If Serena was a weapon, she would show it now.

Three men emerged first, then two more behind them. Bandits, by the smell of them and the way their eyes sharpened when they saw her. Their clothing was mismatched. Their weapons were cheap but sharp. Their faces held the greedy confidence of men made bold by war and lawlessness.

"Well," one of them drawled, stepping closer, "what do we have here?"

Serena turned her head slightly.

She waited one breath.

She did not speak.

The man circled her slowly, gaze running openly over her body in a way that would have made a human woman flinch. Serena did not flinch. She did not cover herself. She did not step back.

"She's pretty," he murmured. "Too pretty to be walking alone."

Another bandit grinned. "Maybe she got lost."

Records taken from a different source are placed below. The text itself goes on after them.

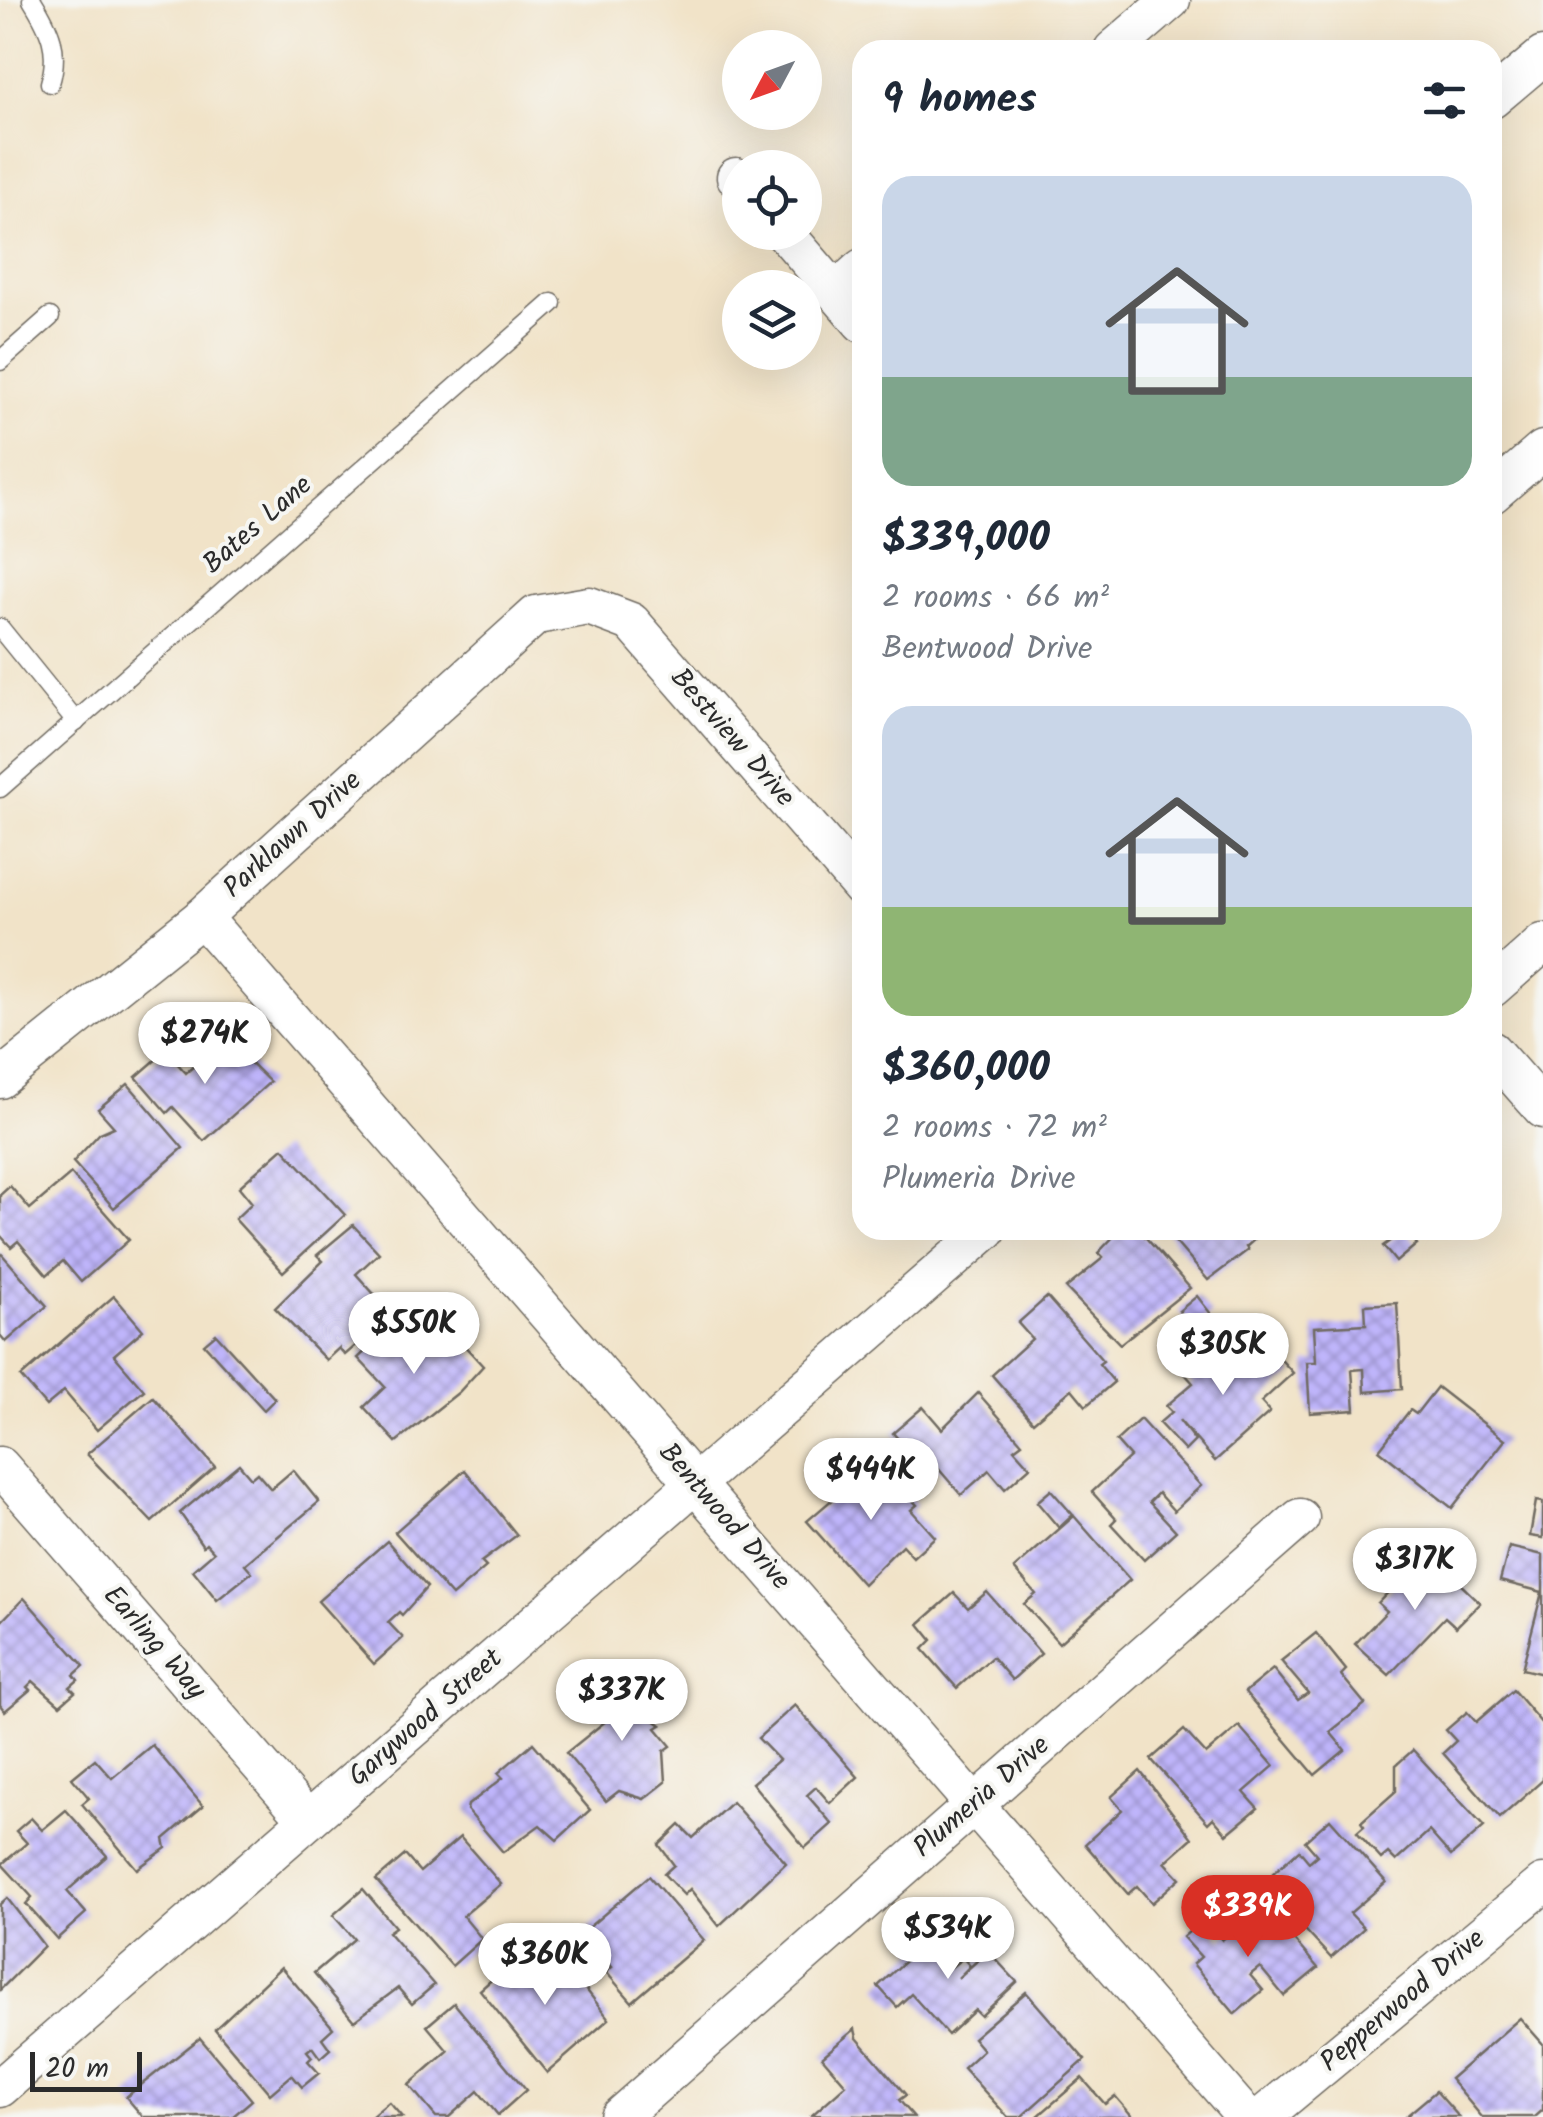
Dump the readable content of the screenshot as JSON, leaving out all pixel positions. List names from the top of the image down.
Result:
{
  "streets": {
    "street": [
      "Bestview Drive",
      "Parklawn Drive",
      "Bentwood Drive",
      "Earling Way",
      "Garywood Street",
      "Plumeria Drive",
      "Pepperwood Drive"
    ],
    "lane": ["Bates Lane"]
  },
  "crossings": [
    ["Bestview Drive", "Parklawn Drive"],
    ["Parklawn Drive", "Bentwood Drive"],
    ["Bentwood Drive", "Garywood Street"],
    ["Bentwood Drive", "Plumeria Drive"],
    ["Earling Way", "Garywood Street"]
  ],
  "scale_bar": "20 m",
  "north": "bottom left",
  "page": {
    "heading": "9 homes",
    "list": [
      {
        "name": "$339,000",
        "note": "2 rooms · 66 m² · Bentwood Drive"
      },
      {
        "name": "$360,000",
        "note": "2 rooms · 72 m² · Plumeria Drive"
      }
    ],
    "price": [
      "$274K",
      "$550K",
      "$305K",
      "$444K",
      "$317K",
      "$337K",
      "$339K",
      "$534K",
      "$360K"
    ],
    "scale": "20 m"
  }
}
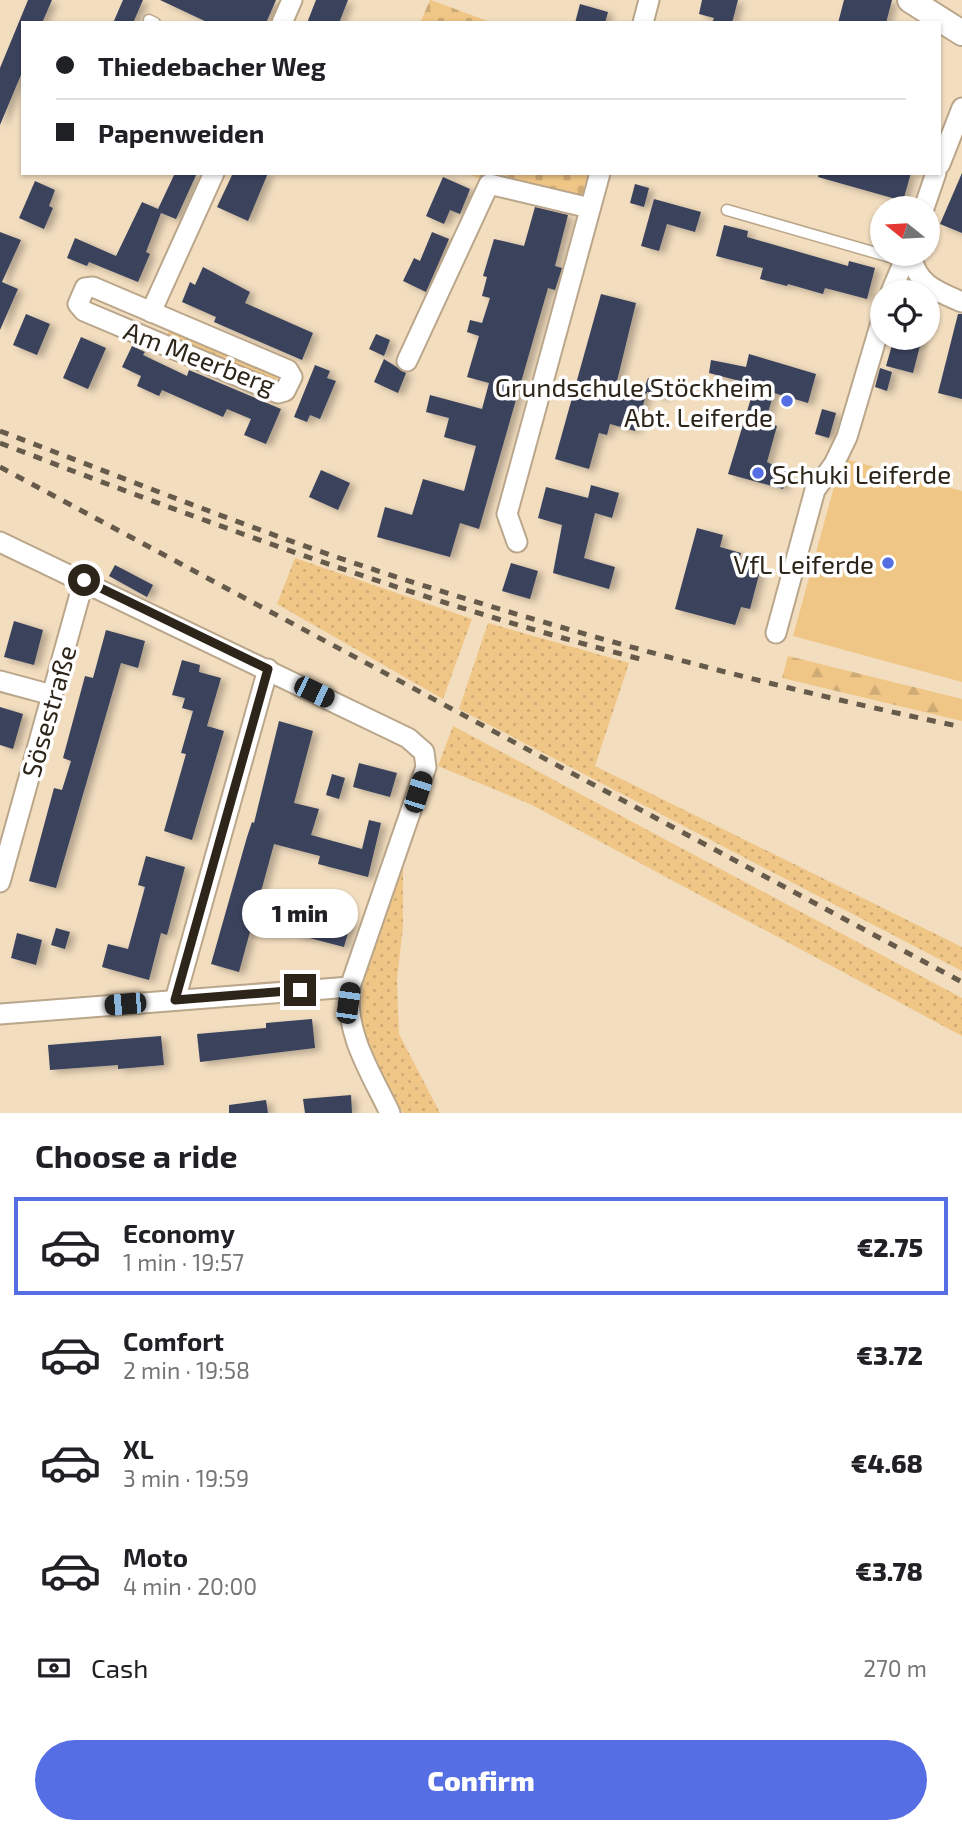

"Or maybe someone dumped her," the third said, laughing softly. "Wouldn't blame 'em. Look at that hair."

One reached toward Serena's silver waves, fingers stretching as if to claim what he wanted.

Serena's gaze tracked his hand.

The bandit's fingers brushed the hair and he gave a pleased sound.

"Worth something," he said. "Light Nation kind of pretty. Men will pay for this."

"And before we sell her," another added, voice thickening with amusement, "we can have a little fun. Can't we, sweetheart?"

They moved closer.

Not rushing but enjoying it.

Their bodies angled around her, the circle tightening with slow inevitability. Serena remained in the center, white dress shifting slightly with the wind, violet eyes fixed forward without fear or understanding.

Niqael watched from the shadow of the trees, silent and patient.

The bandits completed the ring around her.

And Serena stood alone in the middle of them.